Born in November 1998, my profession is that of an Accountant and I have a great deal of interest in Auditing, Accounting and Maltese Taxation. I love cycling and basically used it as my transport means for all my errands in my teenage years. I say due to indirect peer pressure I bought a car as soon as I turned 18 and did not keep on cycling, however I quickly reverted to cycling and replaced my car with a motorcycle. I greatly believe that Malta, being such a small island, can greatly benefit from an improved infrastructure for cycling - which will in turn increase the use of cycling, not only for leisure purposes but also as an alternative method of transport used on a daily basis. It is my strong conviction that this would have a positive impact on our health, environment and air quality.

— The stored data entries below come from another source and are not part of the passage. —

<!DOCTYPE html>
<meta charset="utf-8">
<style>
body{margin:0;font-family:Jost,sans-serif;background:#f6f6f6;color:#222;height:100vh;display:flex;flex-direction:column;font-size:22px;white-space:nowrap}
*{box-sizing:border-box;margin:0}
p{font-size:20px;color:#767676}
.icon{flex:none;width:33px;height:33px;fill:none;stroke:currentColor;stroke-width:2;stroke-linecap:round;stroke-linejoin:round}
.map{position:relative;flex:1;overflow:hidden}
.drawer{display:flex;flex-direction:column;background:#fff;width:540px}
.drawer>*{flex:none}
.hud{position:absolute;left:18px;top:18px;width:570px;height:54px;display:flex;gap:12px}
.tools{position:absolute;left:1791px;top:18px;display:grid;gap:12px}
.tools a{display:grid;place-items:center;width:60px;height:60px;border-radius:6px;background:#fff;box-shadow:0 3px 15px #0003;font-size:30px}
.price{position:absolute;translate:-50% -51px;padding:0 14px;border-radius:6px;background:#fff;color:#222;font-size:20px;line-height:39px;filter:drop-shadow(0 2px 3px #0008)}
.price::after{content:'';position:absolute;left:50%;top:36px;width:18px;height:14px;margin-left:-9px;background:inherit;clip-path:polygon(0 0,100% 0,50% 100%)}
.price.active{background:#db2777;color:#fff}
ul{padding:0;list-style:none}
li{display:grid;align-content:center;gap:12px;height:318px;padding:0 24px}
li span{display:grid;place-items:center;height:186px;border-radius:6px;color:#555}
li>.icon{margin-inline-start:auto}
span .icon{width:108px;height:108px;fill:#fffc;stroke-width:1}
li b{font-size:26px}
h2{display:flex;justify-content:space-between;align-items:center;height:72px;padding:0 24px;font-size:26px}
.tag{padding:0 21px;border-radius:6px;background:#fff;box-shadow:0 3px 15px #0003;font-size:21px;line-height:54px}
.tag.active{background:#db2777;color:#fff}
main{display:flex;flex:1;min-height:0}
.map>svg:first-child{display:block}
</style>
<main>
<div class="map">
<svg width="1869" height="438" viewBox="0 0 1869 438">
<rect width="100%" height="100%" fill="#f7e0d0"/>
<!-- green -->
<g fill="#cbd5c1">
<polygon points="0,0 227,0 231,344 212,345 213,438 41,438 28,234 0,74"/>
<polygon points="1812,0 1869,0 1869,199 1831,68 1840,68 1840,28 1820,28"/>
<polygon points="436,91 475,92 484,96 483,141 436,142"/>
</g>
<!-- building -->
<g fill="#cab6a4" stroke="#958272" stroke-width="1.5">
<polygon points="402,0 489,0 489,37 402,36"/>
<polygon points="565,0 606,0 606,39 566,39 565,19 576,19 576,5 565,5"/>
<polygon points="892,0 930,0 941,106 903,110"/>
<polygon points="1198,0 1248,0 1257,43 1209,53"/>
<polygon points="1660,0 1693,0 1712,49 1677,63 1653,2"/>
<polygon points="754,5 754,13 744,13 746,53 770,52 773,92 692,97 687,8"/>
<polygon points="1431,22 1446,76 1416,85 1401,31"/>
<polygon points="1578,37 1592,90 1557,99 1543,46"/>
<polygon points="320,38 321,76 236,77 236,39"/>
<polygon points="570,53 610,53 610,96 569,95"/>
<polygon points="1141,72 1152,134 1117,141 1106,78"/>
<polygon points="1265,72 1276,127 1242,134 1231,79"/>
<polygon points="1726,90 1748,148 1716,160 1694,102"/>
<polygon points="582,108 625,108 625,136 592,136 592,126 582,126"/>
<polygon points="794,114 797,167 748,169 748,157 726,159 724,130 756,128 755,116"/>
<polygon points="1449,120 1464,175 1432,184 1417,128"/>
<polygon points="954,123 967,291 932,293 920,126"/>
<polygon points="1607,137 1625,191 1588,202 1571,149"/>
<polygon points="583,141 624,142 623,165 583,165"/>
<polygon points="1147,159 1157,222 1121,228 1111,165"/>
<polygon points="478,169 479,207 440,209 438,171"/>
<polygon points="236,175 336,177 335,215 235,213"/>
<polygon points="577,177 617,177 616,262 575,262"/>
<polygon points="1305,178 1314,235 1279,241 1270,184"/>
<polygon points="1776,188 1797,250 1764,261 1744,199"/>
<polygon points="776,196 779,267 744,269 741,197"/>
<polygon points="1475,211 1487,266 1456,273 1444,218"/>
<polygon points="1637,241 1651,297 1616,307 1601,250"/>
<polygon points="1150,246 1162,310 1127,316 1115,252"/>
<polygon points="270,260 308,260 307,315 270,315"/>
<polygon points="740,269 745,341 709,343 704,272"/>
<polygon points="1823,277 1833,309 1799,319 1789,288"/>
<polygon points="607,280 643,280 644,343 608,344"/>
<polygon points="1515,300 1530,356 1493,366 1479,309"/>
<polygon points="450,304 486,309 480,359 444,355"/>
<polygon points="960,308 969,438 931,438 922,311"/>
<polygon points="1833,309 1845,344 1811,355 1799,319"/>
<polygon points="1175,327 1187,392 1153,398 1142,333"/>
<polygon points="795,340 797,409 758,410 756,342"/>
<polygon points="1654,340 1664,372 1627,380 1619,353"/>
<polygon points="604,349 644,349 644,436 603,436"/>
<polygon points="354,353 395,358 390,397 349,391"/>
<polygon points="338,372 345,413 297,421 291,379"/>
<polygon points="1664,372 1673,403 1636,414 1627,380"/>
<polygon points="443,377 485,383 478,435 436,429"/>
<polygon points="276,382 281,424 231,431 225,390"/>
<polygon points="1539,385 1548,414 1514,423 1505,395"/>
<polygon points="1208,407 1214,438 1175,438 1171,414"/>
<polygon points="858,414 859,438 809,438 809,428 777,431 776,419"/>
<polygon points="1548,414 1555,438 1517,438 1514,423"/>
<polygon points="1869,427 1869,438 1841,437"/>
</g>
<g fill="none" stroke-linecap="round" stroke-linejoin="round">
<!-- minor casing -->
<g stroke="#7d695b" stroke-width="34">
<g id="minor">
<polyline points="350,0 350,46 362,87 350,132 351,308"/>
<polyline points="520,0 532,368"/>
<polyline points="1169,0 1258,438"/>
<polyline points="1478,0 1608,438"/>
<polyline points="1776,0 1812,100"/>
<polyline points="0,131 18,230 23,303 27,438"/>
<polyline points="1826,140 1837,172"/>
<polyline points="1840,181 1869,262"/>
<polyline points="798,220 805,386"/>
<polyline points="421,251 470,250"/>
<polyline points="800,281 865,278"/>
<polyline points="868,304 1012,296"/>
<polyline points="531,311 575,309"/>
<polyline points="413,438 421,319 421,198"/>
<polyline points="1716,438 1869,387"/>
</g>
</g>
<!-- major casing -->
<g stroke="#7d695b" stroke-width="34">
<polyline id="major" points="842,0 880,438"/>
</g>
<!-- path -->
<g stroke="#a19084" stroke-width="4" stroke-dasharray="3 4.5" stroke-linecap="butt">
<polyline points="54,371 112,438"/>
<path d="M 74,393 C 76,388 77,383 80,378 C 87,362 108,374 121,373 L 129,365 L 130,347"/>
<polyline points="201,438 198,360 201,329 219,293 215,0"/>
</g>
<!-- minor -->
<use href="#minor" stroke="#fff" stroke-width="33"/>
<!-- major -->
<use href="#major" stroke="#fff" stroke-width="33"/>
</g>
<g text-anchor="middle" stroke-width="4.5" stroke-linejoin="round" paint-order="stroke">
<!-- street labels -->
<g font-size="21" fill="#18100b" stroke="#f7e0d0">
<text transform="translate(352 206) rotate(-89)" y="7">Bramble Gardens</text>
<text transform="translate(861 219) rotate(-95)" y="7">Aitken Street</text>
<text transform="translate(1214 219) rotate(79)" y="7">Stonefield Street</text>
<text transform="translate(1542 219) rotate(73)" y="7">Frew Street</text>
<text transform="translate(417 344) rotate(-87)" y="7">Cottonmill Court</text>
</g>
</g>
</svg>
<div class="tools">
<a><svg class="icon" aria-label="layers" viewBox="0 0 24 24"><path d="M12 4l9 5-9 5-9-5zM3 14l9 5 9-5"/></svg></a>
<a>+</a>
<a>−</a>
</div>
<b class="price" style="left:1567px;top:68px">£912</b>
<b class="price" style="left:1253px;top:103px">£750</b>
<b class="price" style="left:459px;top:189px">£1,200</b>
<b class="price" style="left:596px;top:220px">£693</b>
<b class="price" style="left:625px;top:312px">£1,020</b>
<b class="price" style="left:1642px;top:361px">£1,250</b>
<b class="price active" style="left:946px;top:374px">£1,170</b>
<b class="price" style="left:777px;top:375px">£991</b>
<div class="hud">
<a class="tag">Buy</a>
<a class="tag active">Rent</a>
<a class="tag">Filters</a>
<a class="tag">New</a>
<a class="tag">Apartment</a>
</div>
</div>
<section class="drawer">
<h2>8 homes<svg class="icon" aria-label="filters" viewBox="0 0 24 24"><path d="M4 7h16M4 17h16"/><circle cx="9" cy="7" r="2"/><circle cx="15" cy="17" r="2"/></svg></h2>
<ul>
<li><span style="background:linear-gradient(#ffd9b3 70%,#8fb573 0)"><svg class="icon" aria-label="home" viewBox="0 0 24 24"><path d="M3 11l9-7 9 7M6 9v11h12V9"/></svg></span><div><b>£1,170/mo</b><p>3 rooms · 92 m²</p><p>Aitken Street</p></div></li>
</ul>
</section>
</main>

I have been elected in the Rota Committee in 2020 and my role revolves around the finance section, ensuring that we meet the necessary compliance tasks required by a voluntary organization, handling memberships and making sure we have enough cash flow to meet our ongoing obligations.

Events Officer

Isaac Sam Camilleri

I am a 18 year old Pure Math’s and Physics student who has been working on environmental issues since I was in primary school, as I was always active in Eco schools and the Young Reporters for the Environment program which were under the Nature Trust Malta – FEE. During the last three years I focused my energy on reporting environmental issues through various articles which I wrote. Some of my work includes articles about milk and vegetable scheme, Work caried out by local councils, and cycling the talk. I started to enjoy cycling when I used to work as a delivery person. This job motivated me to start cycling to everywhere I go and arrive on time even when there is lots of traffic.